Unfortunately in the bulk of popular talk actual resources become difficult to find.


  • How is the He-3 contained in lunar soil - not escaping into space as soon as it is created?
  • Considering the need to process vast quantities of lunar soil, how could it be harvested?
  • How could it be separated (refined) from other elements especially relatively abundant He-4?
  • Does it's use as a fuel require some resources continuously from Earth?
  • Could the lunar industry be powered by locally mined He-3 self-sustainably (subject to it's availability on Luna) after the construction phase?

Well we don't yet have the actual proof that there's an "abundance" of 3He (Helium-3) embedded in the Lunar regolith that would make any "mining" worth our trouble. All we have so far is the indication that there might be, as shown by the trace amounts of 3He detected in the regolith samples extracted by the Apollo missions. Current estimates are that there might be anything from 1 ppm up to 50 ppm (parts per million) of 3He embedded in the Lunar regolith, and while that might not seem much, if true, it might make any exploitation of it feasible. Of course, the higher ppm, the better.

I have to add here that Apollo sampling of Lunar regolith arguably isn't the most indicative of levels of 3He embedded in it, since much of the surface trapped 3He would likely escape due to mechanical disturbance and electrostatic discharge when Apollo missions sampled it by drilling. But it is a better representative of how much of 3He is contained within the topmost Lunar bedrock, with Apollo 11 having best success landing in the TiO2 (Titanium Dioxide) rich region of Mare Tranquillitatis. Surfaces with electro-conductive metallic minerals seem to be the best, 3He rich (1) candidate regions suitable for Lunar surface mining on top of permanently shadowed Lunar polar regions (2).

What makes this rare isotope so tempting is the energy stored in it as two of 3He atoms coupled in a superheated plasma break apart into two protons and a 4He (Helium-4) alpha particle:

$$\require{mhchem}\ce{^3_2He + ^3_2He \to ^4_2He + 2\!^1_1p^+ + } \text{12.86 MeV}$$

This is the energy density in mega electronvolts per mole (3 grams) of 3He plasma that was reached by the third-generation Helium-3 fusion reactor, developed by Gerald Kulcinski at the University of Wisconsin. This is a reaction that produces very high amounts of energy, and at the same time very little harmful byproduct. Second-generation fusion generators produce more energy per fuel mass, with Wikipedia putting them in the range of 18 MeV (493 megawatt-hours or 4.93×108 W·h) per mole of 3He, but they do require Deuterium ($\ce{^2_1H}$), which makes it less suitable for direct conversion of 3He resources on the Moon.

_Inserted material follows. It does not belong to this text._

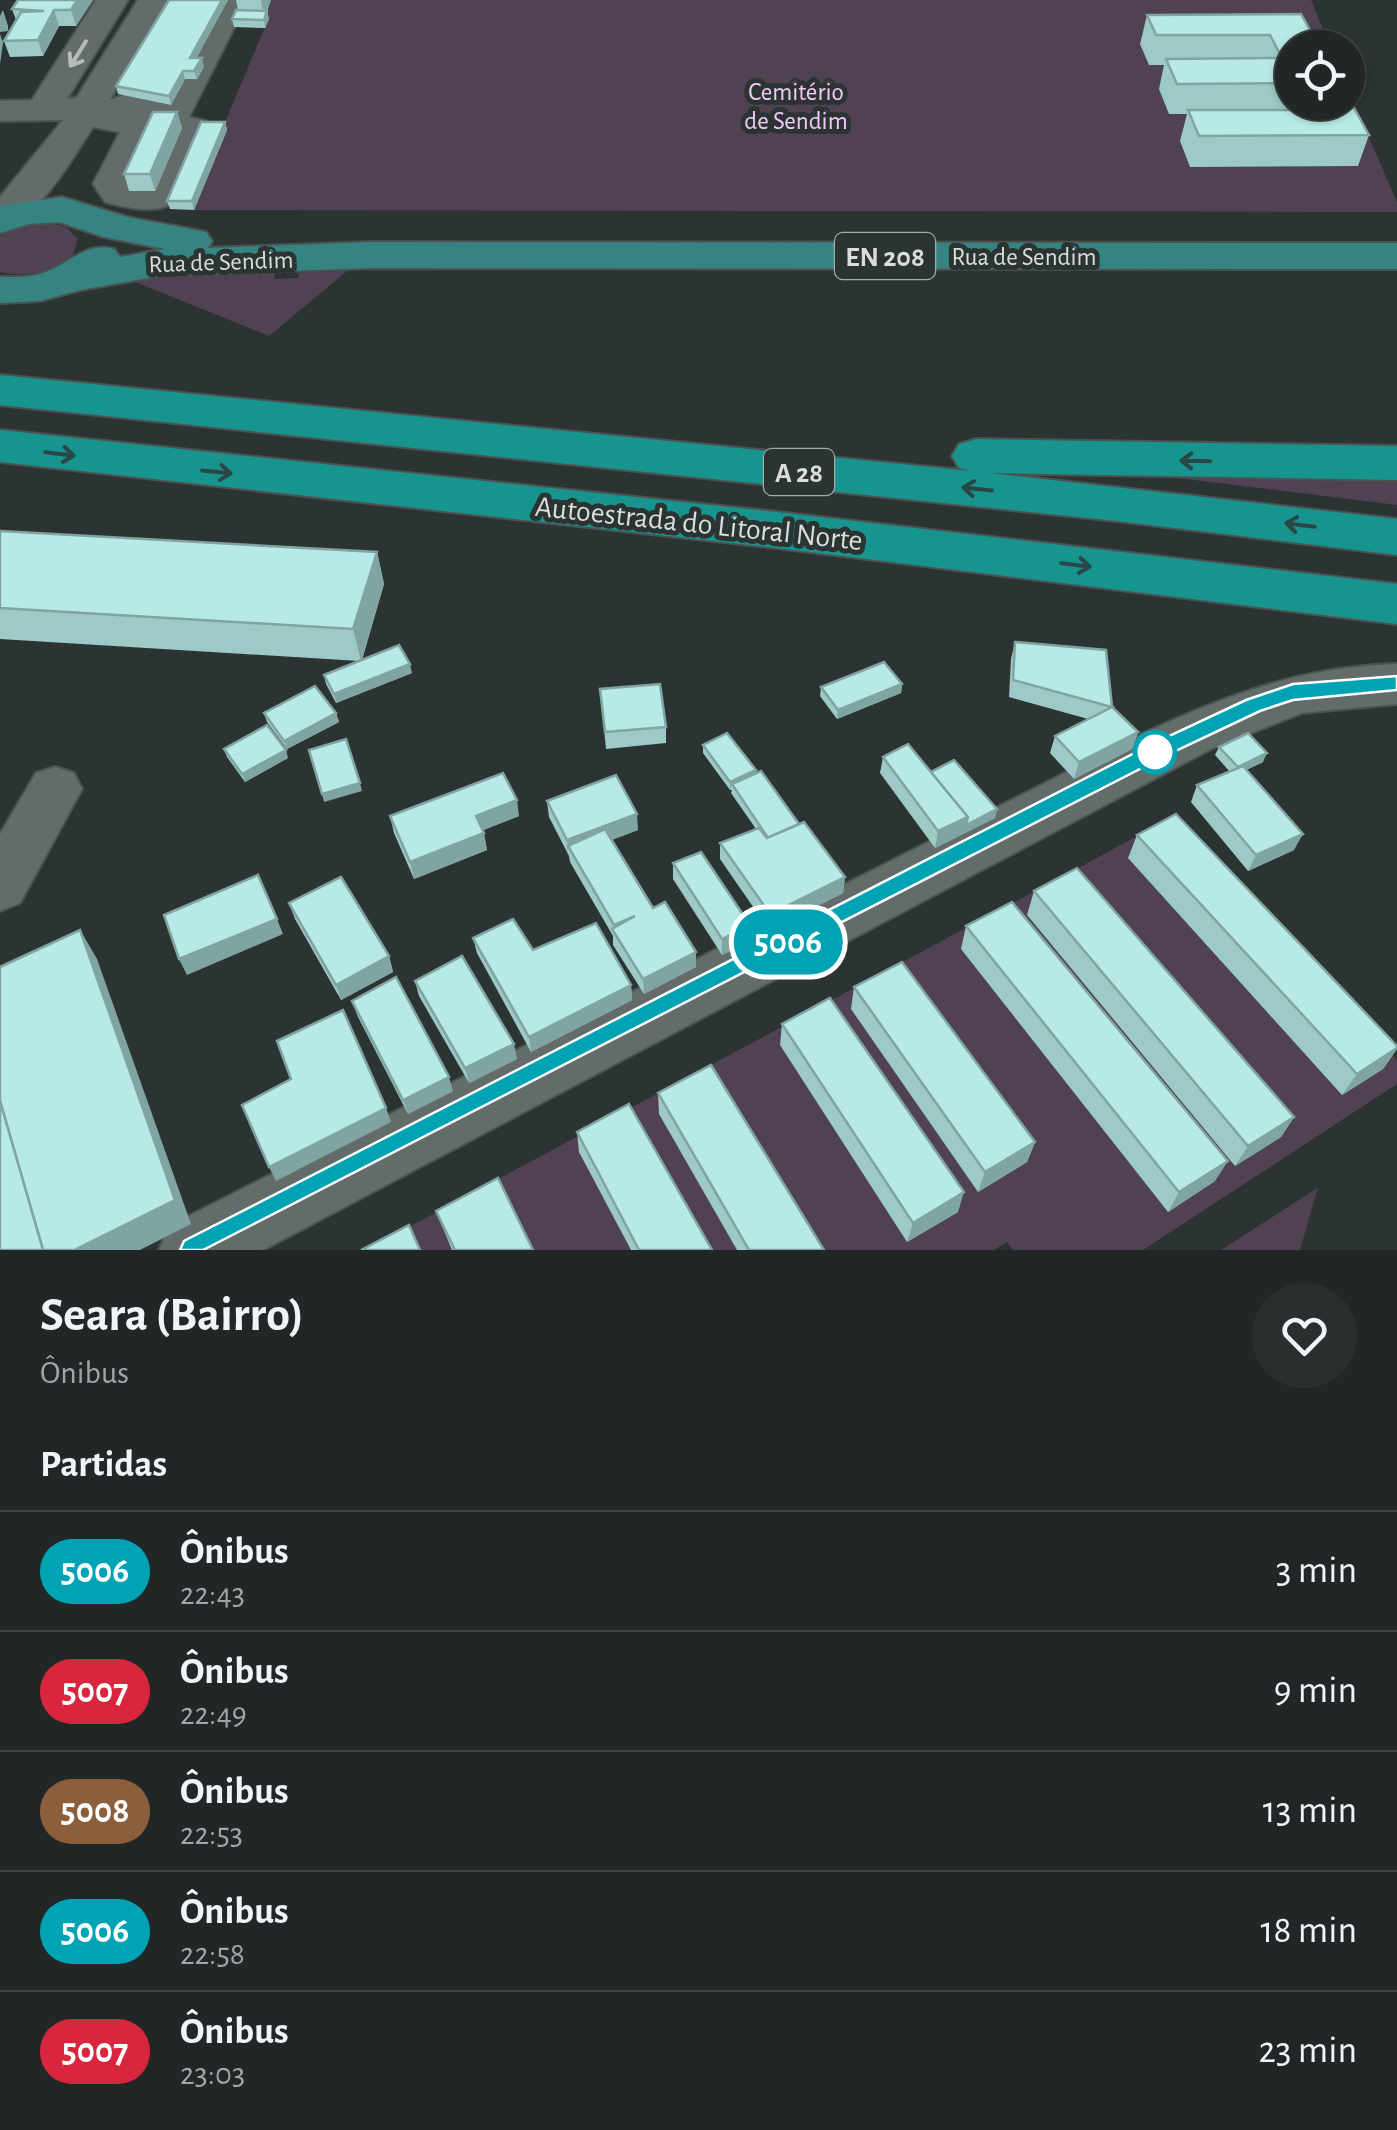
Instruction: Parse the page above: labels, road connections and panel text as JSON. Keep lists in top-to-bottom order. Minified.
{"streets":{"highway":["A 28","Autoestrada do Litoral Norte"],"main road":["EN 208","Rua de Sendim"]},"parks":["Cemitério de Sendim"],"lines":["bus line 5006"],"page":{"on_map":"5006","heading":[["Seara (Bairro)","Ônibus"],"Partidas"],"list":[{"mark":"5006","name":"Ônibus","note":"22:43","value":"3 min"},{"mark":"5007","name":"Ônibus","note":"22:49","value":"9 min"},{"mark":"5008","name":"Ônibus","note":"22:53","value":"13 min"},{"mark":"5006","name":"Ônibus","note":"22:58","value":"18 min"},{"mark":"5007","name":"Ônibus","note":"23:03","value":"23 min"}]}}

So far so good, at least as far as 3He's actual use is concerned. But, as I mentioned before, we don't actually have direct evidence of mineable amounts of 3He in the Lunar regolith, and all the current evidence is indirect at best. The theory behind its forming seems sound enough, though.

While 3He doesn't form plasma easily, and huge temperatures are required for the two 3He atoms to have enough of kinetic energy to couple and remain in a plasma state, we're kinda lucky that, it just so happens, our Sun does that really good and the main natural and renewable sources of 3He come from solar Coronal Mass Ejections (CME) and solar wind. As the solar wind can reach velocities up to 900 kilometers per second, and nothing stopping it on its way to the surface of the Moon, this 3He plasma can embed in the rather thick layer of Lunar dust (samples from up to 1 m deep were recovered by Apollo missions also retaining trace amounts of it), and Lunar surface is also bombarded by asteroids, that would possibly embed 3He even deeper.

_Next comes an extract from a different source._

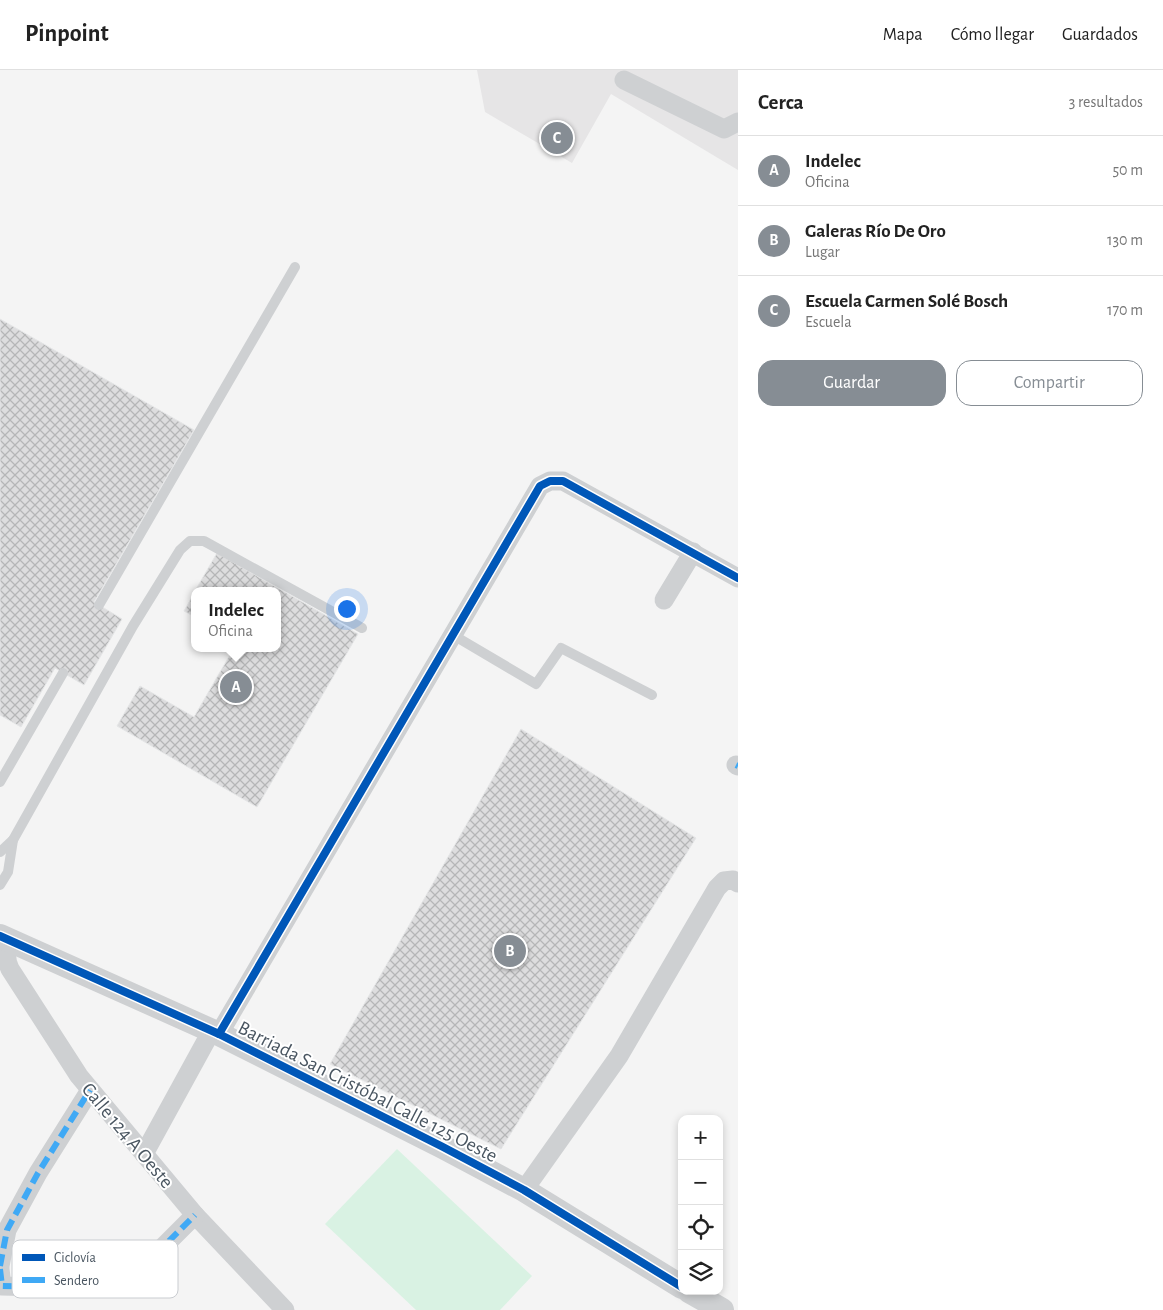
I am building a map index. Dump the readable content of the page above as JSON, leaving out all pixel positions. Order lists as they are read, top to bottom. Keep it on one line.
{"streets":{"street":["Barriada San Cristóbal Calle 125 Oeste","Calle 124 A Oeste"]},"crossings":[["Barriada San Cristóbal Calle 125 Oeste","Calle 124 A Oeste"]],"legend":["Ciclovía","Sendero"],"page":{"header":"Pinpoint","nav":["Mapa","Cómo llegar","Guardados"],"heading":["Cerca","3 resultados"],"pins":["C","A","B"],"list":[{"mark":"A","name":"Indelec","note":"Oficina","value":"50 m"},{"mark":"B","name":"Galeras Río De Oro","note":"Lugar","value":"130 m"},{"mark":"C","name":"Escuela Carmen Solé Bosch","note":"Escuela","value":"170 m"}],"buttons":["Guardar","Compartir"],"popup":["Indelec","Oficina"],"map_buttons":["+","−"]}}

Another point to possible lingering of 3He in the Lunar regolith is that there isn't really any dense enough atmosphere on the Lunar surface to sustain what we would consider as normal behavior of molecules in gases - frequently colliding with each other in the excited state. These thin enough atmosphere not supporting this behavior of gases are called exospheres. The point being, that they don't form enough of the atmospheric pressure to push lighter on the atomic scale and less dense gases upwards, displaced by denser and heavier gases (like we'd expect on the Earth). There is also no weather to speak of, except for the Solar weather, but that one, as we said earlier, is supposed to bring more 3He with it, not blow what's already embedded in the regolith away. Well, possibly both, but the total quantity embeded should stay at least equal, if not larger, than before.

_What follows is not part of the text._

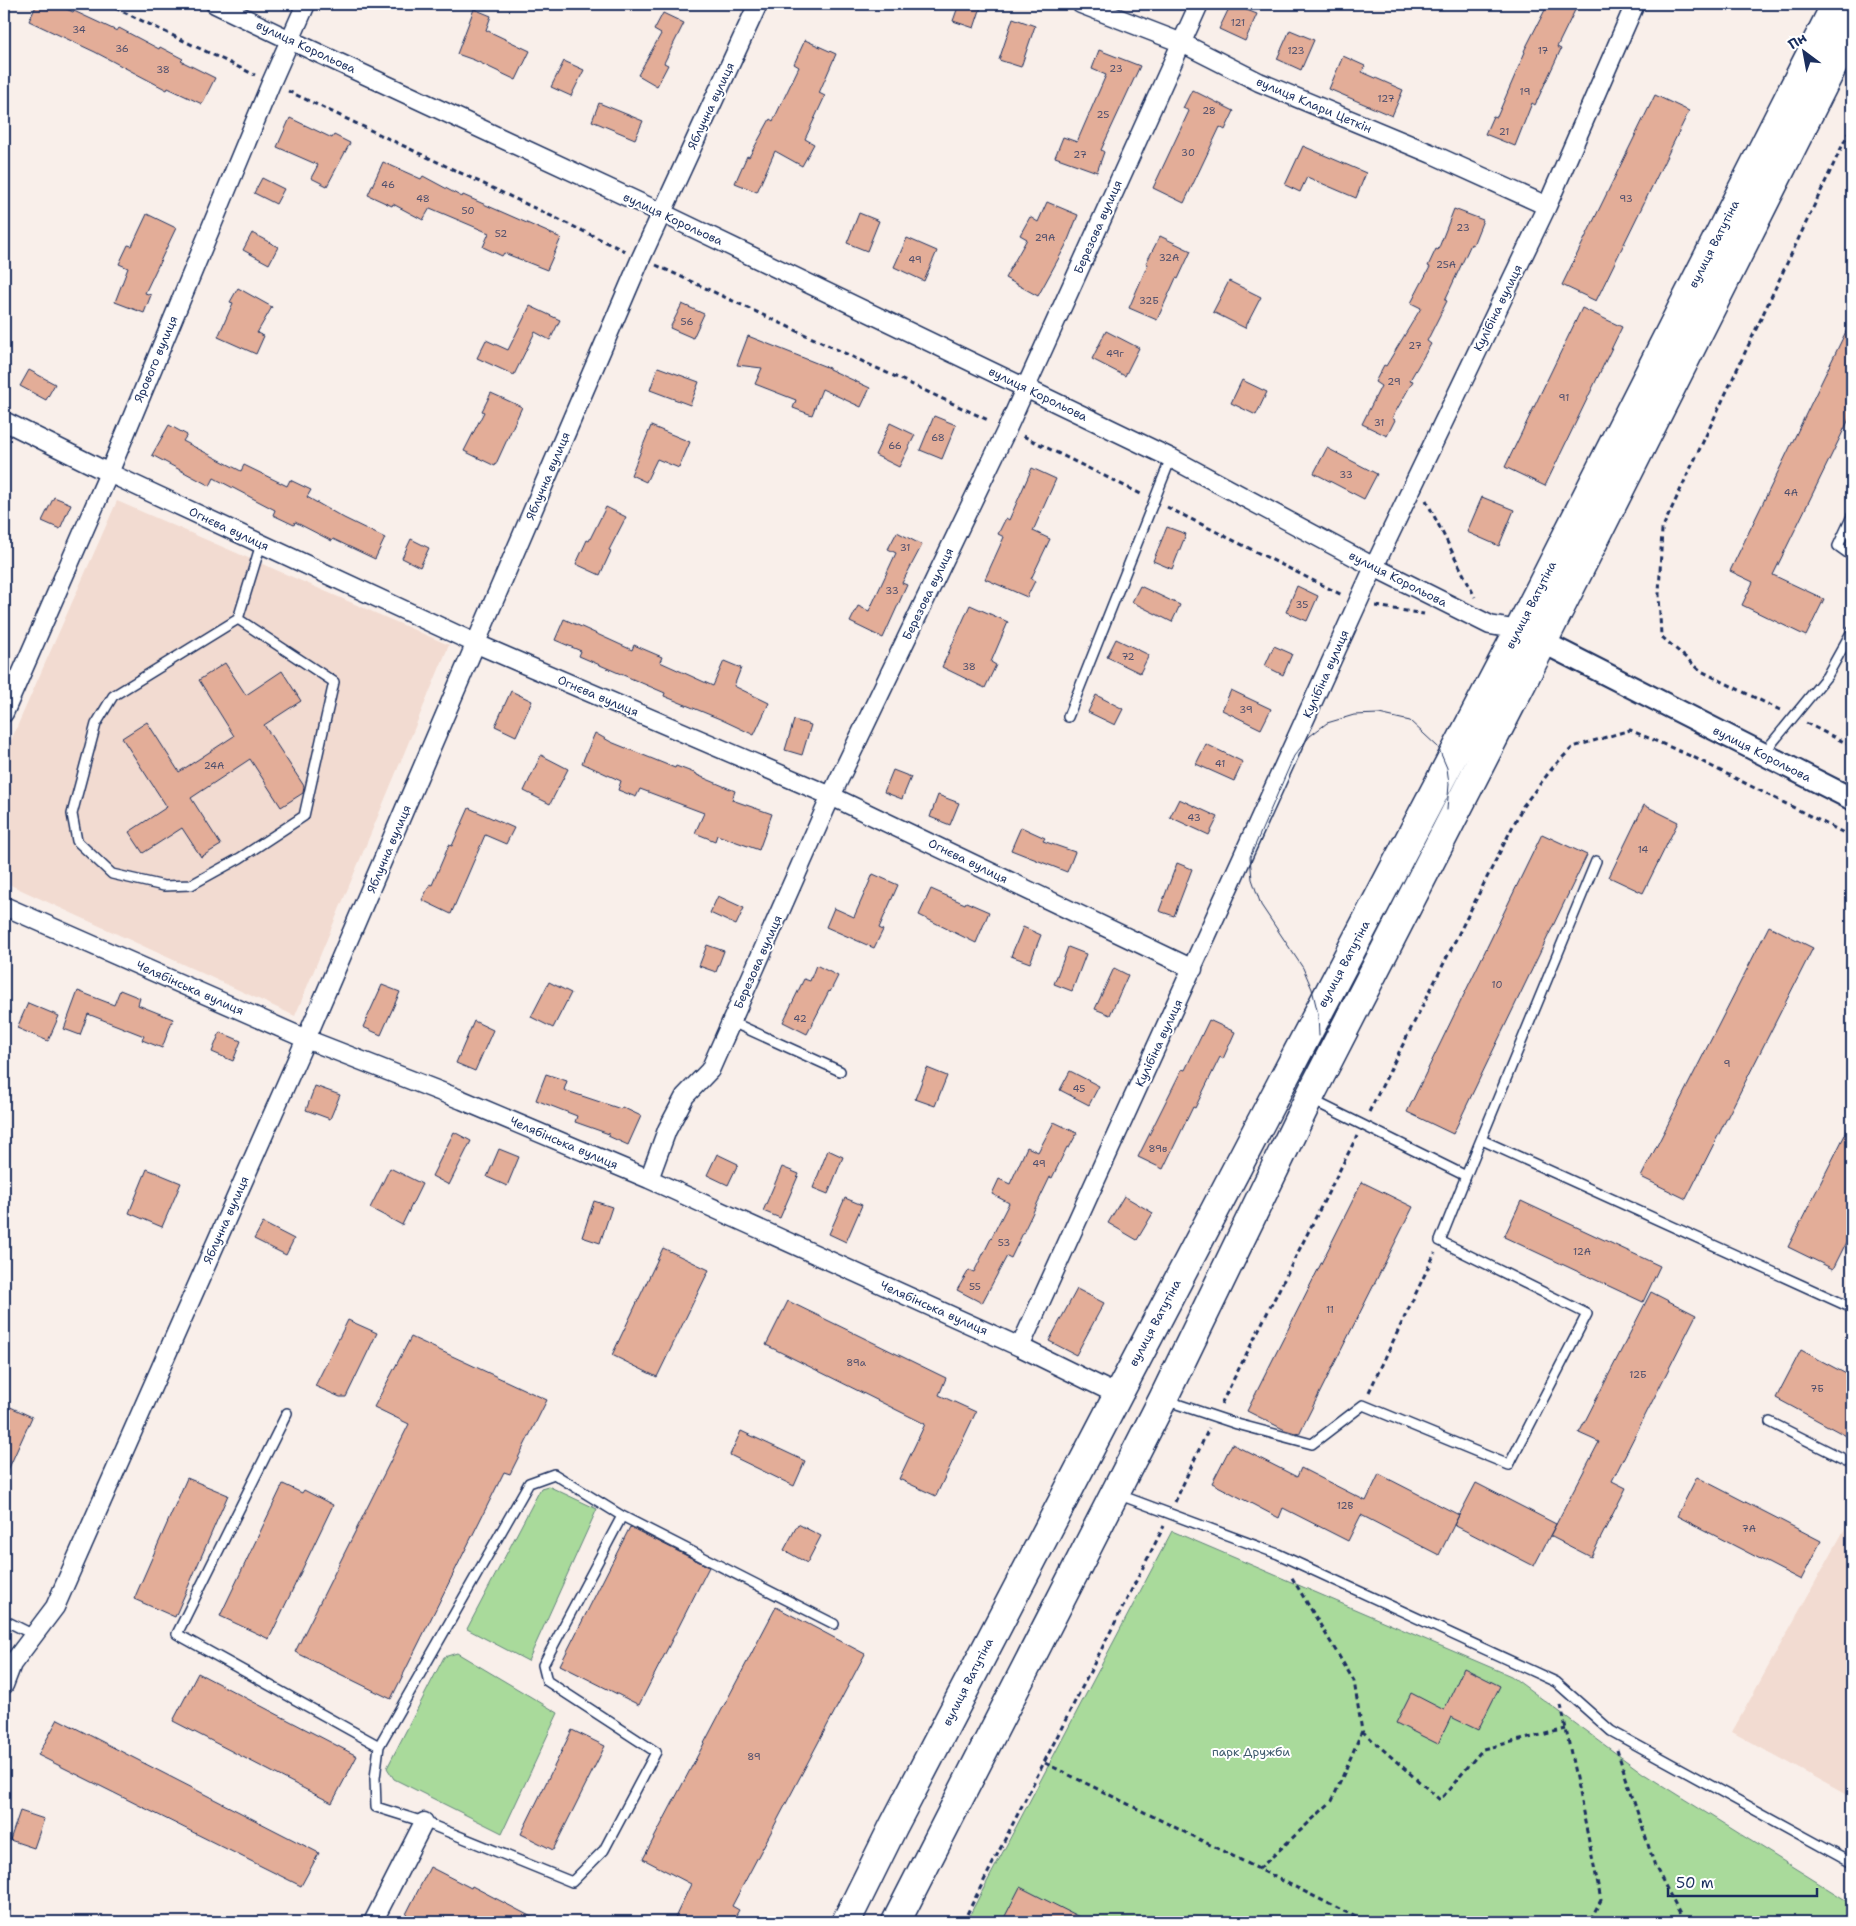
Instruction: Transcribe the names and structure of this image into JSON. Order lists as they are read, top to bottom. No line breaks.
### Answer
{"streets":{"main road":["вулиця Ватутіна"],"street":["вулиця Корольова","вулиця Клари Цеткін","Яблучна вулиця","Березова вулиця","Кулібіна вулиця","Ярового вулиця","Огнєва вулиця","Челябінська вулиця"]},"crossings":[["вулиця Корольова","Яблучна вулиця"],["вулиця Корольова","Березова вулиця"],["вулиця Корольова","вулиця Ватутіна"],["вулиця Корольова","Кулібіна вулиця"],["вулиця Корольова","Ярового вулиця"],["вулиця Клари Цеткін","Березова вулиця"],["вулиця Клари Цеткін","Кулібіна вулиця"],["Яблучна вулиця","Огнєва вулиця"],["Яблучна вулиця","Челябінська вулиця"],["Березова вулиця","Огнєва вулиця"],["Березова вулиця","Челябінська вулиця"],["вулиця Ватутіна","Челябінська вулиця"],["Кулібіна вулиця","Огнєва вулиця"],["Кулібіна вулиця","Челябінська вулиця"],["Ярового вулиця","Огнєва вулиця"]],"parks":["парк Дружби"],"house_numbers":["121","34","36","123","17","23","38","19","127","28","25","21","30","27","46","48","93","50","23","52","29А","32А","49","25А","32Б","56","27","49г","29","91","31","68","66","33","4А","31","33","35","72","38","39","41","24А","43","14","10","42","9","45","89в","49","53","12А","55","11","89а","12Б","7Б","12В","7А","89"],"scale_bar":"50 m","north":"top left"}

How long is this 3He contained within the Lunar surface is unknown though, and while there's a few working theories, we'll probably have to wait for more data returned by Chinese Chang'e program, or even NASA's LADEE (Lunar Atmosphere and Dust Environment Explorer) that was just launched (as of writing of this answer) and is on its way to a roughly 100 days long mission to study the Lunar exosphere and dusty environment. My money is on the temporary 3He plasma containment by the electrostatic charge it produces on impact with the surface regolith and that there's not enough of pressure to displace it faster than it is replenished, but that's just a somewhat educated assumption at best.

3He in a plasma state is so far easiest to contain using Tokamak devices that use magnetic fields to confine plasma, but Kulcinski proposed the Inertial Electrostatic Confinement (IEC) reactor that can contain it and at the same time sustain Helium-3 fusion (3). He believes that he can better collect the energy produced by these reactions by using a reverse particle accelerator that can convert the power directly into electricity without the need of turning a turbine.

   Inertial Electrostatic Confinement reactor

   Inertial Electrostatic Confinement reactor (IEC) containing Helium-3 plasma and converting it to el. energy (Source: U. of Wisconsin)

To answer your questions more directly:

  • How is the He-3 be contained in lunar soil - not escaping into space as soon as it's created? How could harvesting it be performed, considering both the need to process vast quantities of lunar soil to be processed?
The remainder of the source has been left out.